The Ninth Circuit sitting en banc dismissed the lawsuit. With regard to the parents' first claim, the court ruled that while parents may have a fundamental right to decide whether to send their child to a public school, they do not have a fundamental right generally to direct how a public school teaches their child. Thus, once parents send their children to a public school, they do not have a constitutional right to prevent the school from providing any kind of information--sexual or otherwise--to its students.
The court acknowledged that parents may be legitimately concerned with the subject of sexuality, but determined that there is no constitutional reason to distinguish this concern from any of the myriad of moral, religious, or philosophical objections parents might have to other decisions of the school district to distribute information, including information about "guns, violence, the military, gay marriage, racial equality, slavery, the dissection of animals, or the teaching of scientifically-validated theories of the origins of life." The court continued that schools "cannot be expected to accommodate the personal, moral or religious concerns of every parent" as such an obligation would contravene the educational mission of the public schools and be impossible to satisfy.

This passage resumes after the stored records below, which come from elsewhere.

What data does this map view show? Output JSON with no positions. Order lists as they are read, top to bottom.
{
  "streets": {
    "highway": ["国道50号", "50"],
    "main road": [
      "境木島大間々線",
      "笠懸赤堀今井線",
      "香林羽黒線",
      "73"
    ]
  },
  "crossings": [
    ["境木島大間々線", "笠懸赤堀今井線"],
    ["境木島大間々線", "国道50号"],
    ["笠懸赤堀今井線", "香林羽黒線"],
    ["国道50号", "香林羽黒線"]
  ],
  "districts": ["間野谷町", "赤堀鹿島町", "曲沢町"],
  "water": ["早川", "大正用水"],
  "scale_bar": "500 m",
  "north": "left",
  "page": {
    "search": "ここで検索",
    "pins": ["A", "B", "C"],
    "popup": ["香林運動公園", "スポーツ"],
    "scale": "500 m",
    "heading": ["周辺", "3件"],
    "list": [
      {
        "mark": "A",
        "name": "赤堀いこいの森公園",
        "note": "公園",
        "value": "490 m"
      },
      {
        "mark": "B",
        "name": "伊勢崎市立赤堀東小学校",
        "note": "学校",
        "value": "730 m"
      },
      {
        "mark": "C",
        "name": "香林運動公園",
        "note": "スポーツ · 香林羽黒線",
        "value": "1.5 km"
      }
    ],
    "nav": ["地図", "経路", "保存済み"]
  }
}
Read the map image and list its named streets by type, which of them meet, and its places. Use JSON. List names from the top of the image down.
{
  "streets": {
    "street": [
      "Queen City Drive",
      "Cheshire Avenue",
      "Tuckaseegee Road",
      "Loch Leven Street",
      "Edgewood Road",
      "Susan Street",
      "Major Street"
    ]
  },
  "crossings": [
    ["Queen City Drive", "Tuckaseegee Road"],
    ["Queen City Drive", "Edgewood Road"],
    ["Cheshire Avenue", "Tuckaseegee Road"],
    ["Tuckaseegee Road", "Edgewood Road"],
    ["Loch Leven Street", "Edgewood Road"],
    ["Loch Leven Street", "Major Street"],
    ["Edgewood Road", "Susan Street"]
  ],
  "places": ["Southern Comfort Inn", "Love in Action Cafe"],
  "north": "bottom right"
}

With regard to the parents' privacy claim, the Ninth Circuit acknowledged that the United States Supreme Court has identified at least two relevant constitutionally protected privacy interests: the right to control the disclosure of sensitive information and the right to independence when making certain kinds of important decisions. The Ninth Circuit determined, however, that these children were not forced to disclose private information and the survey did not interfere with the right of parents to make intimate decisions. The court noted that the parents were notified before the survey was conducted, none objected, and all but one signed and returned the consent form. …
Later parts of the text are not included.